CCAP has about 100 member companies, which comprises 85 to 87 percent of the local BPO industry. It roster of members, both local and foreign, has a combined employee base of over 700,000.
Uligan cited directory assistance wherein clients ask for a phone number as one of the BPO jobs that is already obsolete. “That can easily be done by a machine (powered by) AI,” he pointed out.
While some services could go, he said there would be new ones that the BPO industry would be able to perform to assist a client. He said they are banking on the importance of human interaction — not with machines or robots, no matter how intelligent they are.
“At the end of the day, humans want to talk to humans, not to machines,” a confident Uligan said, stressing that machines cannot do all the things a human can.
“That is why the thrust of CCAP and the industry is really to develop things, measures on how we can stay relevant.

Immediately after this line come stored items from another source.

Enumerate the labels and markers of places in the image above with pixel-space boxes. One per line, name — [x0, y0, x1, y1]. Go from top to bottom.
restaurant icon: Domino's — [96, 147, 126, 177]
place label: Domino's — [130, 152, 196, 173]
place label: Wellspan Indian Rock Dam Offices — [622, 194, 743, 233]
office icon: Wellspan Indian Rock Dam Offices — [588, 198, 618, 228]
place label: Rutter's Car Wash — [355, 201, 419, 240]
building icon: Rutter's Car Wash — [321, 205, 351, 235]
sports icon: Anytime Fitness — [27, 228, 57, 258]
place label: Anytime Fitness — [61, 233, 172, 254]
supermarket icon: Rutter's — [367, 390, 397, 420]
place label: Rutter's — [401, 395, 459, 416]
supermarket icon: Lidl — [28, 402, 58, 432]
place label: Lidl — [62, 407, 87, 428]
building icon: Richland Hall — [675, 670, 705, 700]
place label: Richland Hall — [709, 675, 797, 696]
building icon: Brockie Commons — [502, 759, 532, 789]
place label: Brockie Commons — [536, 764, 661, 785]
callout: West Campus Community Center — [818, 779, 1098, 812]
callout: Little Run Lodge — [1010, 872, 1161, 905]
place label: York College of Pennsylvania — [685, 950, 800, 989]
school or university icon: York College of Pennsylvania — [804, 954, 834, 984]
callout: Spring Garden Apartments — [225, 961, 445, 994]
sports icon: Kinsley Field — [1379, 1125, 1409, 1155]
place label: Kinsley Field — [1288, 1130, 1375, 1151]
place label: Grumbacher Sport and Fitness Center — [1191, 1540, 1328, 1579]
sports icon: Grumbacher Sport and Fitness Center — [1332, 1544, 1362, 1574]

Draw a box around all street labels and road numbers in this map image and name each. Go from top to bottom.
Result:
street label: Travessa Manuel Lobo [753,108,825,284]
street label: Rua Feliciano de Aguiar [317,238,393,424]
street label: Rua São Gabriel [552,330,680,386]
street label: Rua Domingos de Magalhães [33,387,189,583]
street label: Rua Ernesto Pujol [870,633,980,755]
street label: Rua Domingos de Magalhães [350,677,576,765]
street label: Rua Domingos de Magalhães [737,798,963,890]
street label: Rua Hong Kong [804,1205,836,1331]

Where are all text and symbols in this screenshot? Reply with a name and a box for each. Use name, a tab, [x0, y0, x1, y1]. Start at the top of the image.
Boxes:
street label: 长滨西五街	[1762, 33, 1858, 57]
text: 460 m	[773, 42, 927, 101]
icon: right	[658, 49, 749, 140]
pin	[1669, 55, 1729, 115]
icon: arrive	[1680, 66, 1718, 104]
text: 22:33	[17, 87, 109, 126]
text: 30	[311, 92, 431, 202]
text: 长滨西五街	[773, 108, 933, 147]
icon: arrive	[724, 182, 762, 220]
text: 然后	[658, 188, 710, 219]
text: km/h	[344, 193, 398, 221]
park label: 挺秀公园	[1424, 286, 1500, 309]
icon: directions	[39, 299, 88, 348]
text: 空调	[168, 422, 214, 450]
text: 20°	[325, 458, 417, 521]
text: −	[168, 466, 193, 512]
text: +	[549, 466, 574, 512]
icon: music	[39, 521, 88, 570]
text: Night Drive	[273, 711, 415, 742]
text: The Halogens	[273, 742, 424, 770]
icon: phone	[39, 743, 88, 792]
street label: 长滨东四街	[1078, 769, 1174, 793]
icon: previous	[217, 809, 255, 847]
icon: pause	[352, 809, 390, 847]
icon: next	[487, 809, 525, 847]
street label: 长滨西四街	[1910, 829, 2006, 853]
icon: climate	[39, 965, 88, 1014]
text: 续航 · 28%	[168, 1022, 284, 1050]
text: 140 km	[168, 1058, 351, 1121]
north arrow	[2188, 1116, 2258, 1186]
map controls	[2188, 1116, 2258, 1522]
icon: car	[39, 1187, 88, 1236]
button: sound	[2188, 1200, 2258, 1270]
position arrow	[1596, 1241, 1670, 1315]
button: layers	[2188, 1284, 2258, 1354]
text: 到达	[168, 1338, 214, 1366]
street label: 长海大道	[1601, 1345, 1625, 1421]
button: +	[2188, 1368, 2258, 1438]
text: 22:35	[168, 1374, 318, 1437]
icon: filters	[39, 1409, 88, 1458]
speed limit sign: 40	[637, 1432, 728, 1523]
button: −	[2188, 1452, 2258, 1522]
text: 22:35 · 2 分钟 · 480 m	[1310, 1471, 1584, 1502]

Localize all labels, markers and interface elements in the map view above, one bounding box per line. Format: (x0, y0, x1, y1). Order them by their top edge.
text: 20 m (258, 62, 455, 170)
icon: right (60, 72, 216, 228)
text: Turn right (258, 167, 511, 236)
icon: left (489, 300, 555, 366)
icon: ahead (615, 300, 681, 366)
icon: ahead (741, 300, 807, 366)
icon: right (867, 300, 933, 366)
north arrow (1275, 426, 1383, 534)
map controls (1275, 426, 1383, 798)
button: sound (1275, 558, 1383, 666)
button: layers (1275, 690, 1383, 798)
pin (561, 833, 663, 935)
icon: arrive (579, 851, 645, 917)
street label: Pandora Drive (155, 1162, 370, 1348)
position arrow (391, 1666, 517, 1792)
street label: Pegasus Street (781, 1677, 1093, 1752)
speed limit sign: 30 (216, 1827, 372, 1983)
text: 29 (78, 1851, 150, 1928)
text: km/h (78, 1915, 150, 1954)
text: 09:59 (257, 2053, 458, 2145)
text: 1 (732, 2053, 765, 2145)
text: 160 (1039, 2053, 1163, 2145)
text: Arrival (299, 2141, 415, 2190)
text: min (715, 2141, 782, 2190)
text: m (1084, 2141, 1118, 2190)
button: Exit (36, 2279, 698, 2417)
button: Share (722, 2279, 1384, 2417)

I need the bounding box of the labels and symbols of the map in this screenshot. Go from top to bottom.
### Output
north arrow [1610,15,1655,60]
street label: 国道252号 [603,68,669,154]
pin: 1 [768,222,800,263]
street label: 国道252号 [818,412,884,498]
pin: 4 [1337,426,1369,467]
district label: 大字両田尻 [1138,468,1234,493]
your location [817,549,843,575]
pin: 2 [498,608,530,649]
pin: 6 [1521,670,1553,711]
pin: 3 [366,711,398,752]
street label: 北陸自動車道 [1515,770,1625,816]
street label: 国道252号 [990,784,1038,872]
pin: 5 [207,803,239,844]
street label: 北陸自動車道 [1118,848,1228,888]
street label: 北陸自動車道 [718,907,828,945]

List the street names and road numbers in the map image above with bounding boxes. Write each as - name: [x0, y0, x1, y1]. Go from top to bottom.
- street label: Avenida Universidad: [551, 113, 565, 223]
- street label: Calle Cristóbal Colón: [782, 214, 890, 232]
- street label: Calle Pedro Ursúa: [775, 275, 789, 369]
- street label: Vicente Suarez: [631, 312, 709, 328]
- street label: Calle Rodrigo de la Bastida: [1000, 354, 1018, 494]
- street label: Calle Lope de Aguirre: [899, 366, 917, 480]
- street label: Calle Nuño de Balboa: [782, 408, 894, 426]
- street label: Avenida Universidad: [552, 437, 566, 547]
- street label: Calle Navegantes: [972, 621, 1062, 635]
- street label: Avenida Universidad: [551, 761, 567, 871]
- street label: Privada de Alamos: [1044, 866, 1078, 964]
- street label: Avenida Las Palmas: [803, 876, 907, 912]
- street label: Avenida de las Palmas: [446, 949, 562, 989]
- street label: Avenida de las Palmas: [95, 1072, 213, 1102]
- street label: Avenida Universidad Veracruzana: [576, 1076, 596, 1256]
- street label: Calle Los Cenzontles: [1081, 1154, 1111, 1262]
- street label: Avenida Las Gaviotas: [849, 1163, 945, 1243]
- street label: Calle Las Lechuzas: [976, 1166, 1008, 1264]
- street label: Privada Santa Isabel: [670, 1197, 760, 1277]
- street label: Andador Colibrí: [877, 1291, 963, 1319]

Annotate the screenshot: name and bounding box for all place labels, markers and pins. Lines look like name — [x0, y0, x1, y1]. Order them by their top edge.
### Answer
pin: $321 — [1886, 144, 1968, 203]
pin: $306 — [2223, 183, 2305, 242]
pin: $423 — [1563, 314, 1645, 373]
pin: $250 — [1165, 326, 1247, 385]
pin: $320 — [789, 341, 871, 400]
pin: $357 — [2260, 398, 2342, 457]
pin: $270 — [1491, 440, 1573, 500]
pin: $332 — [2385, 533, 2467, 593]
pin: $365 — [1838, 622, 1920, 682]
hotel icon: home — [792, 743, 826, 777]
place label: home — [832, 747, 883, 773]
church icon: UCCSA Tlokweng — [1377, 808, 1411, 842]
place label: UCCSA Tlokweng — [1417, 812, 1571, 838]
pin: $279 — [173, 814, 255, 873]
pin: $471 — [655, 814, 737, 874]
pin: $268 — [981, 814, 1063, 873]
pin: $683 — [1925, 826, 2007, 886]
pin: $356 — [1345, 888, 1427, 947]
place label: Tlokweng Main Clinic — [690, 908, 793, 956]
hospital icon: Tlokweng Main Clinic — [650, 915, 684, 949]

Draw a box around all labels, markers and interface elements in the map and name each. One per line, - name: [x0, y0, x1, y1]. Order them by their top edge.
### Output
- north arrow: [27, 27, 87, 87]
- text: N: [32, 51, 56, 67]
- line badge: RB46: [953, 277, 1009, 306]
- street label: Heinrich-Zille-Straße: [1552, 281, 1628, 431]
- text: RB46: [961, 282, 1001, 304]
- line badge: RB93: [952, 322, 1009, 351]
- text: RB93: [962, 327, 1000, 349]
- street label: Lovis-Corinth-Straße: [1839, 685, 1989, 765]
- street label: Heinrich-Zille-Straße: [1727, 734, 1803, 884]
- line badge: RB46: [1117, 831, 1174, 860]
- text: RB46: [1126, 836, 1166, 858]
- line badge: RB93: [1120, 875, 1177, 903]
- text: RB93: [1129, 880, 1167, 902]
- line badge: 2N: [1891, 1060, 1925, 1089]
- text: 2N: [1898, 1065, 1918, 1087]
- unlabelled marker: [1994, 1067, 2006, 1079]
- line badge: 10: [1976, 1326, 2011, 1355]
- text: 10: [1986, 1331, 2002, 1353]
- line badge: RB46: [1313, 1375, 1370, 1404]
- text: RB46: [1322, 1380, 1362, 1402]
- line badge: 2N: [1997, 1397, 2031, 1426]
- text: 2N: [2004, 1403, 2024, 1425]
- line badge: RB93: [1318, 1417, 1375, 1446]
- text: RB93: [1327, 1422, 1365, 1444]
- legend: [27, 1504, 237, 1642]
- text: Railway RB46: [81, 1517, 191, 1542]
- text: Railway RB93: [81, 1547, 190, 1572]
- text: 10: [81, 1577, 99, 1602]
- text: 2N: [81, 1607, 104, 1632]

We need to innovate, we need to understand this technology, and what are those services that we would be able to do to stay relevant and protect our industry and our people,” Uligan said.
The BPO industry road map, he said, should include the upgrading the skills of local BPO workers and enable them to handle certain work they have not done in the past.
“The skills of people we need at this time is no longer the same compared to a few years ago. Part of our initiative is to build and find ways to mitigate the risk of the potential jobs that can be automated,” he explains.
Despite the problems that AI poses to the industry, the CCAP official said there are also opportunities that the technology offers. “It is an opportunity for us to improve,” he said.
US-based Filipino tech guru Diosdado “Dado” Banatao, in a recent visit to the country, warned about the looming threat of AI on the BPO industry.
He told DOST Secretary Fortunato T. de la Peña and other officials during the meeting hosted by the Philippine Council for Industry, Energy and Emerging Technology Research and Development (DOST-PCIEERD) that experts in the US are predicting that the BPO could be hit hard by AI.
In five years, Banatao said AI would impact on the BPO industry around the world as companies would be using AI to perform repetitive tasks like those of done by call center agents.
De la Peña said Banatao prodded them to put forth a significant undertaking on AI to help the call center industry avoid or cushion the negative impact. Since then, the DOST has embarked on various initiatives on AI and has even crafted an action plan on the emerging technology.